## WORK REQUIRED
Where the data below begins, start retyping exactly, and end on the line with "position:absolute; right:15px; top:15px;", which is included; no picture goes in.

(Beginning of RECORDS SHOWN)

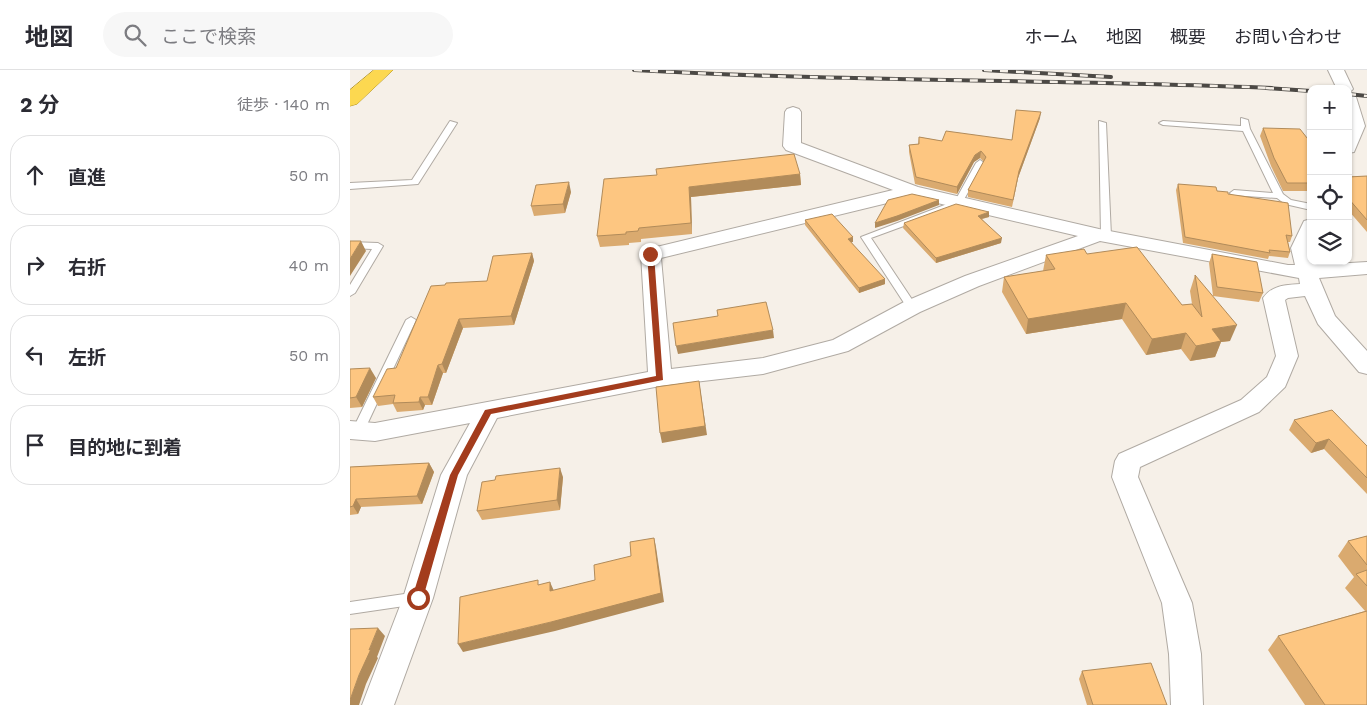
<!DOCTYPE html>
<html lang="ja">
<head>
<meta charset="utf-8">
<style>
  body { margin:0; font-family:"Work Sans","Noto Sans JP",sans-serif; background:#f7f7f7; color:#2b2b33 }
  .controls { position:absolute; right:15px; top:15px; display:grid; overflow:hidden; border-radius:10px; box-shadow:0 1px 4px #0004 }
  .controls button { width:45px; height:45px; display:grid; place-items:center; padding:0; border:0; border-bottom:1px solid #e1e1e2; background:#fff; color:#2b2b33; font:25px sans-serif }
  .stop { position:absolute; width:15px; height:15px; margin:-11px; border:4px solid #a33c1d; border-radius:50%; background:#fff }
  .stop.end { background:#a33c1d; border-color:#fff; box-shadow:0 1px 5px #0008 }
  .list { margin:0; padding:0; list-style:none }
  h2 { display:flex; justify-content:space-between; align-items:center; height:65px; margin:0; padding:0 20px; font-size:21px }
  h2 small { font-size:16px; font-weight:400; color:#7c7c81 }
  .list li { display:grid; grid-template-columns:32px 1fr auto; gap:15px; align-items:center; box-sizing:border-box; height:80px; margin:0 10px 10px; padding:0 10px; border:1px solid #e1e1e2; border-radius:20px }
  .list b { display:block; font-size:19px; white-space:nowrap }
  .list em { font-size:16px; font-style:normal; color:#7c7c81 }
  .icon { flex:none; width:28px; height:28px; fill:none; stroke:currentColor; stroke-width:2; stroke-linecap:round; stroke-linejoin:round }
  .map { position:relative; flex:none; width:1017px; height:635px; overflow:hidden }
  header { display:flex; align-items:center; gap:30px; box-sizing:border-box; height:70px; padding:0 25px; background:#fff; border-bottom:1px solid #e1e1e2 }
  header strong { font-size:24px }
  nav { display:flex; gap:28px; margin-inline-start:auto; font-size:18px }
  .search { width:350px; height:45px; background:#f7f7f7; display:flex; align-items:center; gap:12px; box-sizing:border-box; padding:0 18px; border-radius:28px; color:#7c7c81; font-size:19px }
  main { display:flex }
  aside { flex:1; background:#fff }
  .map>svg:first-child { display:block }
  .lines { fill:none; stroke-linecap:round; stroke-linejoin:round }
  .service-casing { stroke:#b0aaa3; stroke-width:2 }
  .minor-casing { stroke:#b0aaa3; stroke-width:2 }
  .trunk-casing { stroke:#ae8f20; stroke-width:1 }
  .service { fill:#fff; fill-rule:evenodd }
  .minor { fill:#fff; fill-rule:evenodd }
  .trunk { fill:#fcd850; fill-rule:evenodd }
  .rail-casing { stroke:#4c4945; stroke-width:4 }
  .rail { stroke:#f6f0e8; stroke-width:2.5; stroke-dasharray:8; stroke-linecap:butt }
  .wall { fill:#daaa6f }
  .shaded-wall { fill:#b18b5a }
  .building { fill:#fdc681; stroke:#b18b5a }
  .route { fill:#a33c1d }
</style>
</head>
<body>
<header>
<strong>地図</strong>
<div class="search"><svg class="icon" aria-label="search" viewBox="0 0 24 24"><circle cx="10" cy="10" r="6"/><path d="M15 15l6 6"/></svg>ここで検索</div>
<nav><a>ホーム</a><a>地図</a><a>概要</a><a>お問い合わせ</a></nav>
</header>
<main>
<aside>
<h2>2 分<small>徒歩 · 140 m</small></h2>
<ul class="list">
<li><svg class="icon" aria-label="ahead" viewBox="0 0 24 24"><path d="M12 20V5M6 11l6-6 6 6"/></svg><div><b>直進</b></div><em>50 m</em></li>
<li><svg class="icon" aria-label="right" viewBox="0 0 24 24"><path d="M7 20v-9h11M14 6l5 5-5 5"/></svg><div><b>右折</b></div><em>40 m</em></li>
<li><svg class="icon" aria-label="left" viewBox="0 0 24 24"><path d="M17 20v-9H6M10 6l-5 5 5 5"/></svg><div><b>左折</b></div><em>50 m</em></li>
<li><svg class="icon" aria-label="arrive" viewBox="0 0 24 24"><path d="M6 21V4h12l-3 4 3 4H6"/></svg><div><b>目的地に到着</b></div></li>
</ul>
</aside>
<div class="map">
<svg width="1017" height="635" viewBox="0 0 1017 635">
  <rect width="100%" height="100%" fill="#f6f0e8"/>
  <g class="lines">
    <g class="service-casing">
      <path id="service" d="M891 48 898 50 900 59 933 124 941 130 961 134V140L935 134 927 128 881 125 880 123 884 120 923 123 893 61 813 55 809 53 813 51 891 56Z
        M100 51 107 53 68 114 0 119V113L62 110Z
        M749 51 756 53 761 166 756 169 751 166Z
        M630 90 634 93 611 135 521 168 567 237 562 240 558 239 511 167 605 131 626 93Z
        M0 172 28 173 33 176 5 223 0 226V215L22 179 0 178Z
        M61 247 66 250 14 361 12 364H4L2 361 56 250Z
        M68 522 73 524 75 528 73 532 68 534 0 544V532Z"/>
    </g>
    <g class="minor-casing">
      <path id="minor" d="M978 0H994L1003 19 999 23 1006 27 1015 56 1004 82 998 83V19H987Z
        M443 37 449 39 451 42V73L568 117 749 159 938 195H945L941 178 954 151 961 149V191H965L966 195 1017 192V204L969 208 985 246 1017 281V304L1009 302 968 254 955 226 938 228 935 230 948 286 935 317 909 342 790 397 788 407 842 533 851 584 853 635H821L819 584 812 533 762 407 765 391 769 384 891 330 917 307 926 286 913 228C922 215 936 215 950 214L949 208 750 171 629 216 570 242 498 281 413 304 310 316 147 348 117 405 83 528 44 635H12L53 528 91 405 120 353 25 371 0 369V351L25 353 298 302 291 184 294 180 543 120 436 80 433 76 435 42 437 39ZM562 127 728 166 615 206 554 232 483 270 413 288 321 299 311 188Z"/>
    </g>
    <g class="trunk-casing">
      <path id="trunk" d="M24 0H43L7 34 0 36V20Z"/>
    </g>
    <use href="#service" class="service"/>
    <use href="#minor" class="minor"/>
    <use href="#trunk" class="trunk"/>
    <g class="rail-casing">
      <path id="rail" d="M284 0C497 12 709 9 922 18
        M634 0 761 7
        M916 18 961 21
        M998 24 1017 26"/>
    </g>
    <use href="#rail" class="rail"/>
  </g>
  <path class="wall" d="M690 48 668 108 662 137 618 127V120L634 92 630 88 624 92 607 124 565 114 559 82V75L568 74 569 67 592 71 662 70Z
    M913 58 961 73V121H933L921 96 910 66Z
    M450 104 451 115 341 127 342 164 291 169V172L279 173V175L250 177 247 166 307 105Z
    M1017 106V162L998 140V107Z
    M828 114 867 121 878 124 942 166 940 172H938L940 182 938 188 919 186 918 189 833 173 826 120Z
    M221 122 215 143 184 146 181 136Z
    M639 147 632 149 651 173 586 193 553 158 554 153Z
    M455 150 503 172H501L535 214 509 223 455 155Z
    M182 183 184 191 164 255 113 258 96 303H93L82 335H75L73 340 47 342 43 334 28 336 23 327 46 298 95 215 137 211Z
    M737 184 832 235 842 234 840 221 845 205 880 271 871 272 865 287 840 291 831 279 796 285 772 249 676 264 652 222 654 207 693 201 696 185Z
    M862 184 913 223 909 232 863 226 859 193Z
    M0 299 26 308 12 337 0 338Z
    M944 350 1017 376V424L974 379 961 383 939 360Z
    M79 393 84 402 72 434 11 437 8 444 0 445V397Z
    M213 407 210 440 132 450 127 441Z
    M1017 466V635H955L918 580 928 566 1015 541 995 518 1004 507 988 486 998 471Z
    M732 601 817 635H737L729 609Z"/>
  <path class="shaded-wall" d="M691 42 690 48 668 108 662 137 669 101Z
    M631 81 630 88 624 92 607 124V117L625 85Z
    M450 104 451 115 341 127 342 164 341 153 339 117Z
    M219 112 221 122 215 143 213 134Z
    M589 130V135L547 151 525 158V153Z
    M639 142V147L627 150 628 146Z
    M503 167V172L498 173V169Z
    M652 168 651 173 586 193V188Z
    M11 171 16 181 0 206V189Z
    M182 183 184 191 164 255 161 246Z
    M535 209V214L509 223V218Z
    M776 233 772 249 676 264 678 249Z
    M109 249 113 258 96 303 92 294Z
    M887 255 880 271 871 272 865 287 840 291 846 276 862 259Z
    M423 260 424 268 328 284 326 276Z
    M836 263 831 279 796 285 802 269Z
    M88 295 93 303 82 335 78 327Z
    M20 298 26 308 12 337 6 327Z
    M349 311 357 365 312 373 310 363Z
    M70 327 75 335 73 340 69 332Z
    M979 369 974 379 961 383 966 373Z
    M79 393 84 402 72 434 67 426Z
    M210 398 213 407 210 440 207 430Z
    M6 429 11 437 8 444 3 436Z
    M304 468 306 477 314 532 205 561 113 582 108 574 201 552Z
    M200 512 204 521H200Z
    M28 558 35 566 27 587 28 588 16 614 9 635H0V630L9 605Z"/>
  <path class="building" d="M666 40 691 42 669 101 663 130 618 120 636 87 631 81 625 85 607 117 566 107 559 75 569 74V67L592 71 596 61 662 70Z
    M913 58 950 59 961 73V113H937L924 88Z
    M444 84 450 104 339 117 341 153 289 158 288 161 276 162V164L247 166 254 109 307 105 306 99Z
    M1017 106V150L998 128V107Z
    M219 112 213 134 181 136 186 115Z
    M828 114 866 117 867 121 878 122V124L938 133 942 166 936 165 940 182 919 180 920 183 835 167Z
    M562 124 589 130 547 146 525 153 538 130Z
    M606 134 639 142 628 146 652 168 586 188 554 153Z
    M482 144 503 167 498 169 535 209 509 218 455 150Z
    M0 171H11L0 189Z
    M787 177 832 235 842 234 852 247 845 205 887 255 862 259 871 271 846 276 836 263 802 269 776 233 678 249 654 207 705 199 696 185 734 179 737 184Z
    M182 183 161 246 109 249 92 294 88 295 78 327H70L69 332 43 333 45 325 23 327 37 299 46 298 81 216 95 215 96 213 137 211 143 186Z
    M862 184 907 192 913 223 867 217Z
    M416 232 423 260 326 276 323 253 368 246 367 240Z
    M20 298 6 327 0 328V299Z
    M349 311 355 356 310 363 306 317Z
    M982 340 1017 376V408L979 369 966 373 944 350Z
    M79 393 67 426 6 429 3 436 0 437V397Z
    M210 398 207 430 127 441 132 412 145 410 146 406Z
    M1017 466V495L998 471Z
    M304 468 311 523 201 552 108 574 110 527 188 510V515L200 512V521L245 510 244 495 281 486 280 472Z
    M1017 500V516L1006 504Z
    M1017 541V635H975L928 566Z
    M28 558 19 580 21 579 9 605 0 630V559Z
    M801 593 817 635H743L732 601Z"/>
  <path class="route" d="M300 182 304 184 313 310 141 344 108 405 73 528 71 532H64L62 528 100 405 135 340 306 306 297 184Z"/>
</svg>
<div class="controls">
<button>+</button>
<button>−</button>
<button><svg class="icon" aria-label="locate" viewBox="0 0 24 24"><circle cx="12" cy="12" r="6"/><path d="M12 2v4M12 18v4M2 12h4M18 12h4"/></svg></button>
<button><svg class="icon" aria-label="layers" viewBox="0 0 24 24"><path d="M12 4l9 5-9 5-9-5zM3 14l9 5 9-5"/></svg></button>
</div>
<div class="stop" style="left:68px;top:528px"></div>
<div class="stop end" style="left:300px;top:184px"></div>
</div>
</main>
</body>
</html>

(End of RECORDS SHOWN)

## OUTPUT FOR THIS EXERCISE
<!DOCTYPE html>
<html lang="ja">
<head>
<meta charset="utf-8">
<style>
  body { margin:0; font-family:"Work Sans","Noto Sans JP",sans-serif; background:#f7f7f7; color:#2b2b33 }
  .controls { position:absolute; right:15px; top:15px; display:grid; overflow:hidden; border-radius:10px; box-shadow:0 1px 4px #0004 }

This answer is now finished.